WORK ORDER: Reproduce the opening lines of the records exactly, please, stopping after the line that contains "filter:drop-shadow(2px 0 #fff)".

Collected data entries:
>>>
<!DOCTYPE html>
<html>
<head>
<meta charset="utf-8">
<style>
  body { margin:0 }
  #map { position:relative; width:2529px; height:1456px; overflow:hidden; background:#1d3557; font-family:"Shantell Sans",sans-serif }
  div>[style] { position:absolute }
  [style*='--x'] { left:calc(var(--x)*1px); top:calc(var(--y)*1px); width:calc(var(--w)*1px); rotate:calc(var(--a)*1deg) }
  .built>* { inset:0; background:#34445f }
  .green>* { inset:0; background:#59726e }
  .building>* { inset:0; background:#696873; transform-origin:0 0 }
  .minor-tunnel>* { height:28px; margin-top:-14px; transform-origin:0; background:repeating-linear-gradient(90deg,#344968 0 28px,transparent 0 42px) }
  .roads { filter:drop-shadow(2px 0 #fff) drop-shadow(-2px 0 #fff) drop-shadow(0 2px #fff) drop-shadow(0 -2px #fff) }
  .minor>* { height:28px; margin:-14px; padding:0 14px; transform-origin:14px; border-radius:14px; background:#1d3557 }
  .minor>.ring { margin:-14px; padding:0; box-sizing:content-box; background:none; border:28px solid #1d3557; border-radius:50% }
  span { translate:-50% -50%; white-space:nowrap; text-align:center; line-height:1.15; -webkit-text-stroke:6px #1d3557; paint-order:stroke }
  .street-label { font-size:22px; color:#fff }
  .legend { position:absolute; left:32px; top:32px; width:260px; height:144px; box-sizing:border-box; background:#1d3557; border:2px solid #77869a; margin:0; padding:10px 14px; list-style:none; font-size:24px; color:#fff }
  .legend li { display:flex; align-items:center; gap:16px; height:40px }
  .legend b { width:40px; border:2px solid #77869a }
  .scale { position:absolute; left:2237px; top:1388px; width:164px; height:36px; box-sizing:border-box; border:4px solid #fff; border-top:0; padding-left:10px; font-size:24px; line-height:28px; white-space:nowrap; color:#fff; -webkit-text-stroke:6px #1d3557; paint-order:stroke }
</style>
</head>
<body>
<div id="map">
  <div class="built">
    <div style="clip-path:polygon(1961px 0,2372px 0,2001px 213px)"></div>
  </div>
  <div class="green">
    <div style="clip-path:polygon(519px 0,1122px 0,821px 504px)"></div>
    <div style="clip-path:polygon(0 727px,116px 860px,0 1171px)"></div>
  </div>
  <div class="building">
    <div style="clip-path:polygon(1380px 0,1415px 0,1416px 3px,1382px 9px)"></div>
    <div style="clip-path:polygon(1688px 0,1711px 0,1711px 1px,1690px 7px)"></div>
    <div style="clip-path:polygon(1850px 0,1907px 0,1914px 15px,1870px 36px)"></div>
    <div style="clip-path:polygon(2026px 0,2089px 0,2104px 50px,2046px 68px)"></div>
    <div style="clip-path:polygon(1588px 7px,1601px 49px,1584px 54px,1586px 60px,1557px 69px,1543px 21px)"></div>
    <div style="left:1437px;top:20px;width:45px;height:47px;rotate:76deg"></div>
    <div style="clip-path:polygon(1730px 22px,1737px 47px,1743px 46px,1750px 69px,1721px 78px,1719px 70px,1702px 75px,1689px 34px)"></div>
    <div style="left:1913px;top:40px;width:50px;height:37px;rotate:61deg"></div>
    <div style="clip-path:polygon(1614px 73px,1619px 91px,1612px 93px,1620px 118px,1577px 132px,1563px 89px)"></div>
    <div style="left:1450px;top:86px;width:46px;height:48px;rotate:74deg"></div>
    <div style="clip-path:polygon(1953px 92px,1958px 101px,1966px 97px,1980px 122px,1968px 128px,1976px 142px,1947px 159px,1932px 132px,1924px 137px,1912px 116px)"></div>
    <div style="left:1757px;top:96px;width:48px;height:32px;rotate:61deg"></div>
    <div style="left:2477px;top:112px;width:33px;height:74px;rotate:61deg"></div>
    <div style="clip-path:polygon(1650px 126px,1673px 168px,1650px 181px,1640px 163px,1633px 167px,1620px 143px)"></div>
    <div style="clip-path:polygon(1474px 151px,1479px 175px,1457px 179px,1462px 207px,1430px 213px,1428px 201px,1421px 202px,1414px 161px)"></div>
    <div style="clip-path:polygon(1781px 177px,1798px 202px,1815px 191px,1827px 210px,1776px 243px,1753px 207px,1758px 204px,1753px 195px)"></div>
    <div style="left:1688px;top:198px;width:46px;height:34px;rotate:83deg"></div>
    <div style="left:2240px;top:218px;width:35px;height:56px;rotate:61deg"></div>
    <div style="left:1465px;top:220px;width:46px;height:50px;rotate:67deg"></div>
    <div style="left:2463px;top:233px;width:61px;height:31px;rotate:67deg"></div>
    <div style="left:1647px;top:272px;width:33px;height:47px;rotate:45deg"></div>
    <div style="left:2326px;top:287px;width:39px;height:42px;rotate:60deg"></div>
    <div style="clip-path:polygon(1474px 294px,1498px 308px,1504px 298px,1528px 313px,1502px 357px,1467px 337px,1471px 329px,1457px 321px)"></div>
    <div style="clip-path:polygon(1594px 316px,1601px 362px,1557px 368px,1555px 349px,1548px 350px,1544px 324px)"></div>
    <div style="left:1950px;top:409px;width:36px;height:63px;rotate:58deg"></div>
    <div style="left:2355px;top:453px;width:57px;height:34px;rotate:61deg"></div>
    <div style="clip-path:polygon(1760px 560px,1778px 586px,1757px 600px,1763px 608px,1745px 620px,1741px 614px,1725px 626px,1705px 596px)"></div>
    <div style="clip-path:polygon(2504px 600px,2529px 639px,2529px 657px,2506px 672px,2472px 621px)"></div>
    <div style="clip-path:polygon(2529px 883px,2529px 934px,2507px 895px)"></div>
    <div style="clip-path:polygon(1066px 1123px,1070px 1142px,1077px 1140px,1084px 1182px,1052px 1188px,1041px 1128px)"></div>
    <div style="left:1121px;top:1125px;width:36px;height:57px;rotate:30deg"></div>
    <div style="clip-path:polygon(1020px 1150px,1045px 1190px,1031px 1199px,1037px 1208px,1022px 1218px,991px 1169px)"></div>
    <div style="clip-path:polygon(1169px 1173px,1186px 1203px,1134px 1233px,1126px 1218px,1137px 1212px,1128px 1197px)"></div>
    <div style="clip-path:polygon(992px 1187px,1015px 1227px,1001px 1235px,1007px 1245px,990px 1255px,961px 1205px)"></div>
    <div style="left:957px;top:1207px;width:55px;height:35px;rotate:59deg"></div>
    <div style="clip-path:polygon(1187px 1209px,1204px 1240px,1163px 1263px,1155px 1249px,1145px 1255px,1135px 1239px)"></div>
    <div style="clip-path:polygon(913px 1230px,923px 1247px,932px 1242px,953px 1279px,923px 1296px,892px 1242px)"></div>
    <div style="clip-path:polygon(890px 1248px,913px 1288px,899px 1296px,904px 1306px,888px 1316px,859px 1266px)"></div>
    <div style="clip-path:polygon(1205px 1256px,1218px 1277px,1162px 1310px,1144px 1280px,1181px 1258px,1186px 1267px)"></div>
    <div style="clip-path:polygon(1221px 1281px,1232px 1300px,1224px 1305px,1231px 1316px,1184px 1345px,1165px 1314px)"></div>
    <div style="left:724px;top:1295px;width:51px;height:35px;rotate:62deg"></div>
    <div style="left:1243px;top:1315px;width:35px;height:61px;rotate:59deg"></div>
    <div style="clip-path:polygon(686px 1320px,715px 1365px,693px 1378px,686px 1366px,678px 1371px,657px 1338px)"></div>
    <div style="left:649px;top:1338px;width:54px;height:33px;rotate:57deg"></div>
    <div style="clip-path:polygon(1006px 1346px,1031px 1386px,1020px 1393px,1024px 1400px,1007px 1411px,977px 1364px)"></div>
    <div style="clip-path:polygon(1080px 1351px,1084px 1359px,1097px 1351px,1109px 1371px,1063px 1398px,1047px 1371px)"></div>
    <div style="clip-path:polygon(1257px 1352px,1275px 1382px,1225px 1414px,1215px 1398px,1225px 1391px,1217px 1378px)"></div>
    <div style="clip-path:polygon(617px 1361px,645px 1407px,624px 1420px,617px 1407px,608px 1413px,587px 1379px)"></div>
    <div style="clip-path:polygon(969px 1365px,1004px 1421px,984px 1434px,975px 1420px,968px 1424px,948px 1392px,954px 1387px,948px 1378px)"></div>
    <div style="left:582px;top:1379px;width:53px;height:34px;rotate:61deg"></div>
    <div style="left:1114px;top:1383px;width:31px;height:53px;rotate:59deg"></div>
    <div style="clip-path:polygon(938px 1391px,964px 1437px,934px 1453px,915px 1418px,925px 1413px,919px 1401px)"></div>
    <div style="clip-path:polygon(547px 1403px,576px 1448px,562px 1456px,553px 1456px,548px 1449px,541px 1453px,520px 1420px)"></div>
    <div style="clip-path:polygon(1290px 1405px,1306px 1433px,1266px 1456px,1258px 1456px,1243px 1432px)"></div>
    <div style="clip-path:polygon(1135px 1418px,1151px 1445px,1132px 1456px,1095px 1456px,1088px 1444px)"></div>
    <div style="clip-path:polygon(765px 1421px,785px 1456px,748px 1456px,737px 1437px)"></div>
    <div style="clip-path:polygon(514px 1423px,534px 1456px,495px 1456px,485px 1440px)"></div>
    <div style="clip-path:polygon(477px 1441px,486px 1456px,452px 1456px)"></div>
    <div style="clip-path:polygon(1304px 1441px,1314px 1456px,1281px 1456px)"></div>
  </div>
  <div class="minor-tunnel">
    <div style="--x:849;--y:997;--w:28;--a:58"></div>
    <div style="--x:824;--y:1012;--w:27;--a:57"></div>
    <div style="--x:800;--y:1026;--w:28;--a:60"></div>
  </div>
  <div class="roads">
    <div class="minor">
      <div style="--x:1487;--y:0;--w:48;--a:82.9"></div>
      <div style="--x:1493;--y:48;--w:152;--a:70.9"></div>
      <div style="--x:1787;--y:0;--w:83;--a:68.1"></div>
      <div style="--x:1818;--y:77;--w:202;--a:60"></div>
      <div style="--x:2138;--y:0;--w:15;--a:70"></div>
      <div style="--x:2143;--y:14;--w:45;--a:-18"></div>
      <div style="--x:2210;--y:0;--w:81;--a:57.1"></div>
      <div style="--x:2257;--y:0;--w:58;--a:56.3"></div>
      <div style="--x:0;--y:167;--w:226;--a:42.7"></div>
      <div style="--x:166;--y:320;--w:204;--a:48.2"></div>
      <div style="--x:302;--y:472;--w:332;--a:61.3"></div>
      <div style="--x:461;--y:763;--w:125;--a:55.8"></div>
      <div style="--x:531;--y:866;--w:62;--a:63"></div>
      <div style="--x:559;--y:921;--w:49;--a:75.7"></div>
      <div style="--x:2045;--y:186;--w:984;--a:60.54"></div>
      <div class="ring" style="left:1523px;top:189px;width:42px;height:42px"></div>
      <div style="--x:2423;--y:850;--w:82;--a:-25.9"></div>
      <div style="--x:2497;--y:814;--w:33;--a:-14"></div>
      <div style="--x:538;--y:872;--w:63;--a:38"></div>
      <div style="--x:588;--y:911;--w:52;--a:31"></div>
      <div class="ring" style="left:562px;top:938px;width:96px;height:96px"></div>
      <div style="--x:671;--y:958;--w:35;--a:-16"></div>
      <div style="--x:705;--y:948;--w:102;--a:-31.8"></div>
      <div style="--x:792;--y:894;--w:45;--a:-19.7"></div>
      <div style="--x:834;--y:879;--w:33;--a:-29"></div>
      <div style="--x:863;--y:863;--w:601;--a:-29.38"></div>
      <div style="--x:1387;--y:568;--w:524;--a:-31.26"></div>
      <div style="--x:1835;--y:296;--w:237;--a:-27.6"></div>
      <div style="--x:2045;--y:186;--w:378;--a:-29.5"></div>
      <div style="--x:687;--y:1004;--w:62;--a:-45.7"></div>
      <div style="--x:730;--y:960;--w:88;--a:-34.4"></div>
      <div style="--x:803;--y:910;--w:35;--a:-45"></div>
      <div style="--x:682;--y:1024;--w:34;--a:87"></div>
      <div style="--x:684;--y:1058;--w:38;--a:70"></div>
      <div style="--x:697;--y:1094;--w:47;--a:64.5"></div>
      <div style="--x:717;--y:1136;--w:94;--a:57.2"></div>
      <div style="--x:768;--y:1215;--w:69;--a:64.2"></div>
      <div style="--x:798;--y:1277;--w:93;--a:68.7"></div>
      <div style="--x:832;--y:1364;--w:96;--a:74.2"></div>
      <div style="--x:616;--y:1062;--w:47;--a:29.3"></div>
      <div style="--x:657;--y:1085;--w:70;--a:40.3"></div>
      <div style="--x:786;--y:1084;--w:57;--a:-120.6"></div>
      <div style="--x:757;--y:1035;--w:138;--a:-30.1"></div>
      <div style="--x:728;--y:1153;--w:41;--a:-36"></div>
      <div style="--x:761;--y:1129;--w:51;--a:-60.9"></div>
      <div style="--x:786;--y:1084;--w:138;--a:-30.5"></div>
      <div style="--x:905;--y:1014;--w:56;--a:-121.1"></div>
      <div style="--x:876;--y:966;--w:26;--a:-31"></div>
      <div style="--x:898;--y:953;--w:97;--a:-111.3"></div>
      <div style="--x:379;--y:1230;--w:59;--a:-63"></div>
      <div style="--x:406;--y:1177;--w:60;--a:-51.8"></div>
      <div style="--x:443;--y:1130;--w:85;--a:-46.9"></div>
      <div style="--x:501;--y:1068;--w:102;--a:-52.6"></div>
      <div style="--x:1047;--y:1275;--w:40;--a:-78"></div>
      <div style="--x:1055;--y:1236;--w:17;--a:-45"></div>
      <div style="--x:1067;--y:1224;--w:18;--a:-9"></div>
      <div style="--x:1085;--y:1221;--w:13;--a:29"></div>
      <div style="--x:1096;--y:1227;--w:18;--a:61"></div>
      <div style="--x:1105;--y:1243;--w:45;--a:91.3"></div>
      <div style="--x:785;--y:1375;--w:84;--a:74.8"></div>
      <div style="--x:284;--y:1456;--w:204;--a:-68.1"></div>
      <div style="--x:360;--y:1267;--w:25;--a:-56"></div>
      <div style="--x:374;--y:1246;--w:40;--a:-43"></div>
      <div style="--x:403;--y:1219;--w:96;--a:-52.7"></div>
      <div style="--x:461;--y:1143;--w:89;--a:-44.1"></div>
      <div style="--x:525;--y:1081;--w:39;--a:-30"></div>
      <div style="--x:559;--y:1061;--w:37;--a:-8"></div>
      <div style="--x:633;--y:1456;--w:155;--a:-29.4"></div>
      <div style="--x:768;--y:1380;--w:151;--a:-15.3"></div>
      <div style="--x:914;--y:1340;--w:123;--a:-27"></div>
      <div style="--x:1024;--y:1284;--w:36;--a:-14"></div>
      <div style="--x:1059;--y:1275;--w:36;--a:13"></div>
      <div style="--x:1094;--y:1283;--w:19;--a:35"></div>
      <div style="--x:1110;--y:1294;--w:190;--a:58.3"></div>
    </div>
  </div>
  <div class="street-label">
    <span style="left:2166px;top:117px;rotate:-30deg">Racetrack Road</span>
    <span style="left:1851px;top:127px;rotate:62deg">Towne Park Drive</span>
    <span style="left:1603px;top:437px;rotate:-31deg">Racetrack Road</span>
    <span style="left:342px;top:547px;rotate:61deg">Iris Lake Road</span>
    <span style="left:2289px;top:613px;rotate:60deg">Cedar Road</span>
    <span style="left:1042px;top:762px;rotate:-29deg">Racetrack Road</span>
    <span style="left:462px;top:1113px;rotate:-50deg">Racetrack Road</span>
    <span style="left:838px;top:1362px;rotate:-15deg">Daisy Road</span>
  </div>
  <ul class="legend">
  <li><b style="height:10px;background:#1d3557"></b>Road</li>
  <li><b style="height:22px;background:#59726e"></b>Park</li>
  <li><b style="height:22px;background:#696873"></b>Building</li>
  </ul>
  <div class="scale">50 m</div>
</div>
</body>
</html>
<<<
EXERCISE OUTPUT:
<!DOCTYPE html>
<html>
<head>
<meta charset="utf-8">
<style>
  body { margin:0 }
  #map { position:relative; width:2529px; height:1456px; overflow:hidden; background:#1d3557; font-family:"Shantell Sans",sans-serif }
  div>[style] { position:absolute }
  [style*='--x'] { left:calc(var(--x)*1px); top:calc(var(--y)*1px); width:calc(var(--w)*1px); rotate:calc(var(--a)*1deg) }
  .built>* { inset:0; background:#34445f }
  .green>* { inset:0; background:#59726e }
  .building>* { inset:0; background:#696873; transform-origin:0 0 }
  .minor-tunnel>* { height:28px; margin-top:-14px; transform-origin:0; background:repeating-linear-gradient(90deg,#344968 0 28px,transparent 0 42px) }
  .roads { filter:drop-shadow(2px 0 #fff) drop-shadow(-2px 0 #fff) drop-shadow(0 2px #fff) drop-shadow(0 -2px #fff) }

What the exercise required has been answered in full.